**GIVEN ENTRIES:**
________________________
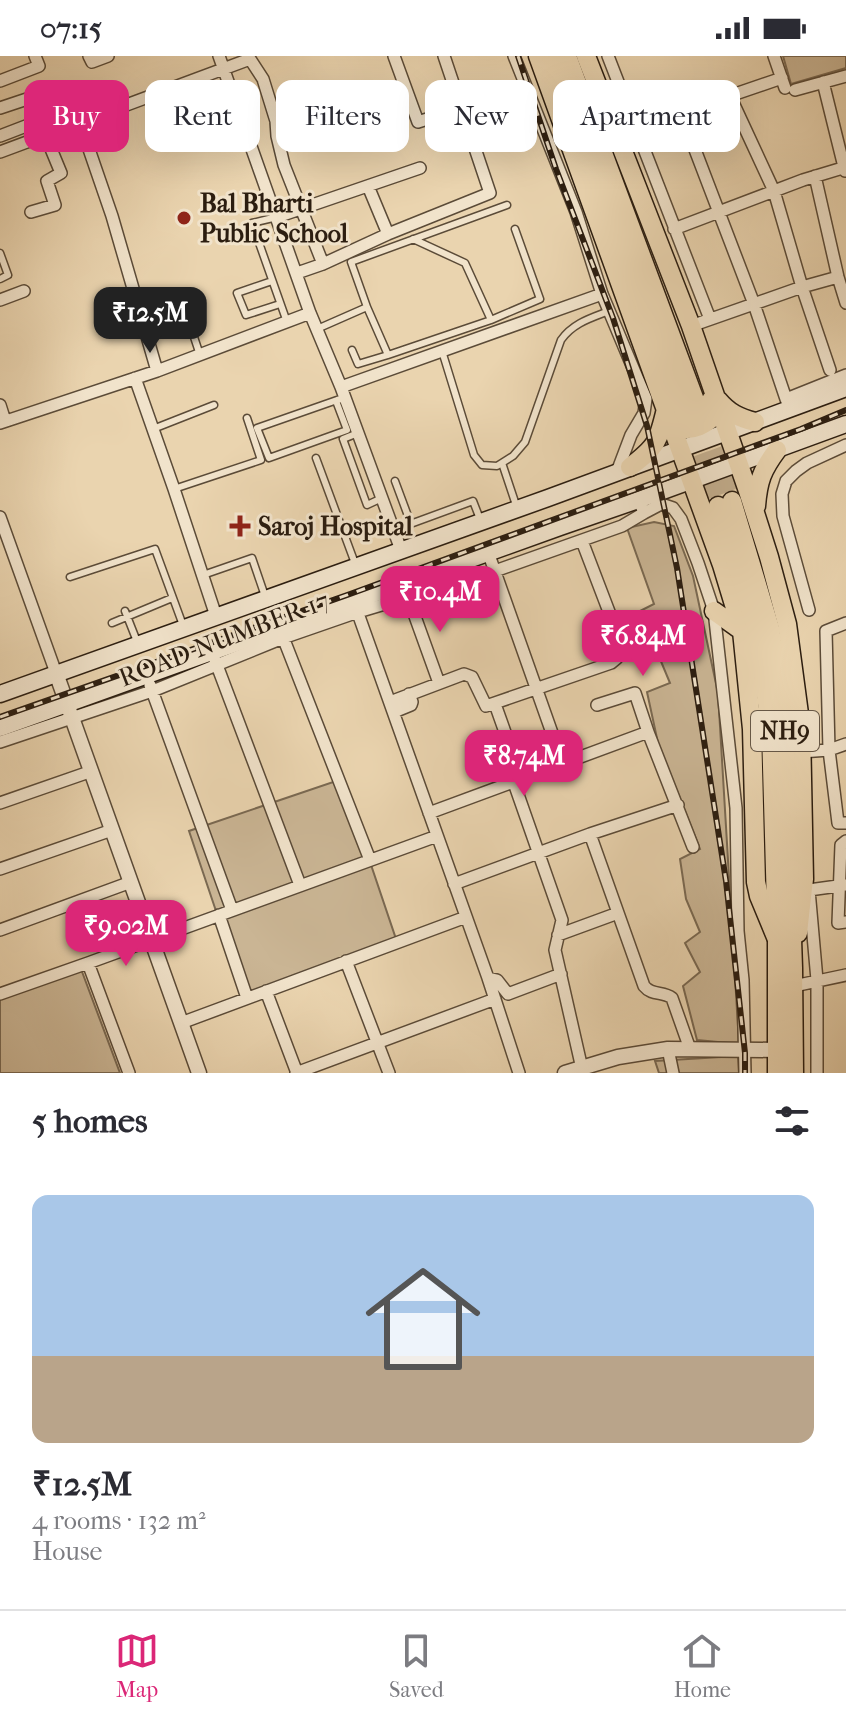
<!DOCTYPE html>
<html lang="en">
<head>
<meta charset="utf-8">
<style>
	:root { --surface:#fff; --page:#f2f2f3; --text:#2b2b33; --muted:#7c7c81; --line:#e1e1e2; --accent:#db2777 }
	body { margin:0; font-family:"IM FELL French Canon",serif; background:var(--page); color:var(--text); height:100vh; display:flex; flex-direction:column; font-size:30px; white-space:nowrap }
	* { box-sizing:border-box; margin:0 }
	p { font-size:26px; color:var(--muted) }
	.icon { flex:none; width:44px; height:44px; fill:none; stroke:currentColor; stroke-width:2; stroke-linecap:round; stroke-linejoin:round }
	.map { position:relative; height:1017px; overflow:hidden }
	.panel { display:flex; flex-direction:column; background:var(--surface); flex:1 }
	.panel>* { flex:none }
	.hud { position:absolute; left:24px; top:24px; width:798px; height:72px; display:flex; gap:16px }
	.price { position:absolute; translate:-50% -68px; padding:0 18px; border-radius:16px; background:var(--accent); color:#fff; font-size:26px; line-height:52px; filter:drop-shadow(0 2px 4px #0008) }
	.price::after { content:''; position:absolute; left:50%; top:48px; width:24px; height:18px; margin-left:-12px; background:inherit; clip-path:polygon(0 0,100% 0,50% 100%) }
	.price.on { background:#222; color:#fff }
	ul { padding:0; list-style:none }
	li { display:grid; align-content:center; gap:16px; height:424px; padding:0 32px }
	li span { display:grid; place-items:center; height:248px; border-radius:16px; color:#555 }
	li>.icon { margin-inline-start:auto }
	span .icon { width:144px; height:144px; fill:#fffc; stroke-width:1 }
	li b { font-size:34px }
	h2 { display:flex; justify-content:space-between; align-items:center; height:96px; padding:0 32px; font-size:34px }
	.pill { padding:0 28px; border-radius:16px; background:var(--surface); box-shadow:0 8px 32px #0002; font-size:28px; line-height:72px }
	.pill.on { background:var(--accent); color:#fff }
	.status { display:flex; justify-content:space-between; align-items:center; height:56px; padding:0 40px; background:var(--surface); direction:ltr }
	.status svg { height:22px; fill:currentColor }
	.tabs { display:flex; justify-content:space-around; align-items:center; height:112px; border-top:2px solid var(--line); background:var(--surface); font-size:22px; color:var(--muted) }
	.tabs a { display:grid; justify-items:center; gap:4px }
	.tabs .on { color:var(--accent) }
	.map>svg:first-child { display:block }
</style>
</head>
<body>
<div class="status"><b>07:15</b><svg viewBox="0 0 49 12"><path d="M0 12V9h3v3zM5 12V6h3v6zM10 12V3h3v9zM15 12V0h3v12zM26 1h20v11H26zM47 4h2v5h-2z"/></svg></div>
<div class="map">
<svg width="846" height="1017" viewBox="0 0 846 1017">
	<rect width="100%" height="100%" fill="#ead4af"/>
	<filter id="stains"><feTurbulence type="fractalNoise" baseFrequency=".0025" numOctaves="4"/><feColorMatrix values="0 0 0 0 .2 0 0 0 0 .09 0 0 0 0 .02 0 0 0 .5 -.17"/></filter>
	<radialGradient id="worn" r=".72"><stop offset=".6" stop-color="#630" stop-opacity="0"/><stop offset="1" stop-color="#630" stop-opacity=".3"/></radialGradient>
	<path fill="#cab594" stroke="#7a6952" stroke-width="2" d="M783,0h63v12l-55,16z
		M654,466l20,4 19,50 25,117 21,351 -42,-4 -14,-54 17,-14 -15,-29 15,-11 -14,-33 -6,-40 20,-10 -42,-106 -11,-51 23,-9 -30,-72 14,-7 -27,-76z
		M342,723l54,160 -152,55 -55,-163z
		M81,913l39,104h-120v-75z
		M738,1000l1,17h-80l-4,-12z"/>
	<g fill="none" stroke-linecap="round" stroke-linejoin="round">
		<path stroke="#c4af8f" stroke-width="18" stroke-dasharray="18 9" stroke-linecap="butt" d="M704,368l28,77
			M690,373l28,77"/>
		<g stroke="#5b4b38" stroke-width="9">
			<path id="service" d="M277,161l-25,6 35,99
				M0,197l8,22 -8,4
				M272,225l-35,12 9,22 34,-11
				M367,251l21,48 103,-35 -26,-57 -52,-24
				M185,254l15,45
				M491,264l49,-21 -25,-70
				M317,273l50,-22 -16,-45 156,-57
				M352,294l6,14 30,-9
				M442,295l32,104 8,10 15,1 16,-10 12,-14 36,-102c12,-17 30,-22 48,-29
				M336,345l11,29 -78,28 -12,-30 80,-28 8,-2
				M153,373l61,-24
				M358,377l-15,6 24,66 15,-7
				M316,402l40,108
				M502,407l15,45
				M395,425l16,43
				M174,433l87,-29 -14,-42
				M394,474l79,-29 7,18
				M203,519l49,-17 14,41
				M70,521l85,-28 29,79
				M125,555l13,33
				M112,567l60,-25"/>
		</g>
		<g stroke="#5b4b38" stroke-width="14">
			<path id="minor" d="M89,0l3,6 16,-6
				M219,0l91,257 31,74 60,163
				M248,0l15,23 13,42 1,15 7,29 39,99 65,-30
				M394,0l24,66 43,-14
				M514,0l62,156 26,82 44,105 -2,14 -13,22 -14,37
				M608,0l102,263
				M774,0l11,32
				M0,25l39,-15 -4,-10
				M823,26l22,89
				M795,34l51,-14
				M730,40l44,95 28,96 28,83
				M0,52l30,-10 31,75 -14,8 8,24 -24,7
				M681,57l73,191 32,95 4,10
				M80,67l32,93 45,155
				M636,72l146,-50
				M0,80l39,-15
				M0,96l250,-93
				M815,120l23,101 8,26
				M368,130l20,48 102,-41 -46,-137
				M277,161l143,-49
				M674,173l129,-49 43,-13
				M297,217l26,-9
				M0,244l24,-9
				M691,270l111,-39 36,-10
				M135,322l39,111 42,127
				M341,331l261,-93
				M786,343l60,-24
				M0,349l5,16
				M0,367l157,-52 153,-58
				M642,452l2,5 17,-9 12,4 8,11 17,44 16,48 22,197 2,123 5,49 2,93
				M0,461l56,156
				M488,496l75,212
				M408,541l31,86
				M355,549l133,373 31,95
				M809,554l-26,-94 -1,-22 4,-13 10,-10 11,-8 39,-18
				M846,567l-20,8 3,119 9,73h8
				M281,576l89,228
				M215,604l85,225
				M150,629l82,225
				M390,646l74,-28 8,3 14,29 125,-43 6,-5 2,-6 -8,-35 -29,-76
				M495,648l27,76
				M597,649l38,-12 13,39 45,115
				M394,656l17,-7 1,-3 -3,-8
				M0,686l155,-52 128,-52 75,-26 137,-41 127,-45 22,-13
				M801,696l28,-2 17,-6
				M514,727l48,137 -7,30 28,123
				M0,747l92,-32
				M429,757l219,-81
				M590,778l54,152c8,10 19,5 28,12l18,51
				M846,785l-5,4 -3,78 8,-1
				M0,813l112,-39
				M454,828l136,-50 88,-29
				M809,834l8,90v93
				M809,834l36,-5
				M219,859l28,83
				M0,874l131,-48
				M558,879l60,-22
				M346,905l43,112
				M88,907l41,110
				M488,922l9,2 11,14 53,-20
				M794,930l52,-11
				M266,935l31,82
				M0,938l88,-31 349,-127
				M181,967l285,-106
				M668,993l5,24
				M296,1017l199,-74"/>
		</g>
		<g stroke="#5b4b38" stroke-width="17">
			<path id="tertiary" d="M56,617l143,400
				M565,1017l53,-16 50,-8 109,1"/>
		</g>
		<g stroke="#2b1d10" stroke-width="19">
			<path id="secondary" d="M0,638l548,-196 298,-110
				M0,672l560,-201 78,-27 208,-76"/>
		</g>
		<g stroke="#2b1d10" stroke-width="21">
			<path id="primary" d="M538,0l184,509 20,66 10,98 4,153 3,14 17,41
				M586,0l105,270 57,165 21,66 18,67 14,105 3,150 -6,54
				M718,344c11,13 21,18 37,22
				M671,359l12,14c11,1 22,-4 30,-12l-2,-17
				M630,411c27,-21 28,-24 36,-58
				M756,450c2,-25 6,-36 21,-56
				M714,555l28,20"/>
		</g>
		<g stroke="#2b1d10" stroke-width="21">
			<path id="trunk" d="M551,0l136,363
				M567,0l133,358
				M732,445l38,127 15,104 8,236 1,105
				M718,450l39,124 14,102 6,208v133"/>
		</g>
		<use href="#service" stroke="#f1e3cb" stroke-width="6"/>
		<use href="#minor" stroke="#f1e3cb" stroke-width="11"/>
		<use href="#tertiary" stroke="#f1e3cb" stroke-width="14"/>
		<use href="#secondary" stroke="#f1e3cb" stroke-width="16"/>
		<use href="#primary" stroke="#ead4af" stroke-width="18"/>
		<use href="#trunk" stroke="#ead4af" stroke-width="18"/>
		<g stroke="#2b1d10" stroke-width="6">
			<path id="rail" d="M518,0l38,113 57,149 34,108 30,142 49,313 19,172v20
				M0,661l350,-123 451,-165 45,-19"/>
		</g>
		<use href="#rail" stroke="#f1e3cb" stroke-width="3" stroke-dasharray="9" stroke-linecap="butt"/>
	</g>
	<g fill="#8f2418" stroke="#f1e3cb" stroke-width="3">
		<circle cx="184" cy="162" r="8"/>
		<path d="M236 458h8v8h8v8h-8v8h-8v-8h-8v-8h8z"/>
	</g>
	<g text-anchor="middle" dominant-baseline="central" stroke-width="6" stroke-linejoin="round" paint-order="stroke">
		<rect fill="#f1e3cb" stroke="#665848" stroke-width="2" x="751" y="655" width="68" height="40" rx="6"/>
		<g font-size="24" font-weight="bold" fill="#2b1d10">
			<text x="785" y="675">NH9</text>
		</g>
		<g font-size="26" font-weight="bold" fill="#2b1d10" stroke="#f1e3cb" text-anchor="start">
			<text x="200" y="147">Bal Bharti<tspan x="200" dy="30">Public School</tspan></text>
			<text x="258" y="470">Saroj Hospital</text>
		</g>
		<g font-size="26" fill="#2b1d10" stroke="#f1e3cb">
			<text transform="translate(224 583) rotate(-21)">ROAD NUMBER 17</text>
		</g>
	</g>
	<rect width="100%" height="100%" filter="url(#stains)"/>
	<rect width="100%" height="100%" fill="url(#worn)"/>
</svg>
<b class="price on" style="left:150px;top:299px">₹12.5M</b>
<b class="price" style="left:440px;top:578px">₹10.4M</b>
<b class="price" style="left:643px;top:622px">₹6.84M</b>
<b class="price" style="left:524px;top:742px">₹8.74M</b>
<b class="price" style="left:126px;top:912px">₹9.02M</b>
<div class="hud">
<a class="pill on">Buy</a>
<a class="pill">Rent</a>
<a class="pill">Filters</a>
<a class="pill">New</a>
<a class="pill">Apartment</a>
</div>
</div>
<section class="panel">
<h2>5 homes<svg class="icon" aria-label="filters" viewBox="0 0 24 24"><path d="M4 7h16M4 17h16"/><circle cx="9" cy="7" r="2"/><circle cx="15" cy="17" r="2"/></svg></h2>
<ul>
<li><span style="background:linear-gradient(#a9c7e8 65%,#b9a48a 0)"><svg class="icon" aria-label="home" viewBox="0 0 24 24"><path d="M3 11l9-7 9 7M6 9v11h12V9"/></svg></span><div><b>₹12.5M</b><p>4 rooms · 132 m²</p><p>House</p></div></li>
</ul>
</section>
<nav class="tabs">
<a class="on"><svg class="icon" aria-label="map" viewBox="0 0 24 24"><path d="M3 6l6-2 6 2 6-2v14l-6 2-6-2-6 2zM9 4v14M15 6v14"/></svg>Map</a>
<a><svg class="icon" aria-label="saved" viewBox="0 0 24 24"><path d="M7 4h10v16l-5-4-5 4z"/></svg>Saved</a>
<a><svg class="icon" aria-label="home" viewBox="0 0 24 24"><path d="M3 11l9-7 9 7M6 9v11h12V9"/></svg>Home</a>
</nav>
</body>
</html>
________________________
**TO DO:** Begin at the first line of the entries and stop after the line holding "--surface:#fff; --page:#f2f2f3; --text:#2b2b33;"; repeat those lines exactly, but not the pictures.

**RESULT OF THE TASK:**
<!DOCTYPE html>
<html lang="en">
<head>
<meta charset="utf-8">
<style>
	:root { --surface:#fff; --page:#f2f2f3; --text:#2b2b33; --muted:#7c7c81; --line:#e1e1e2; --accent:#db2777 }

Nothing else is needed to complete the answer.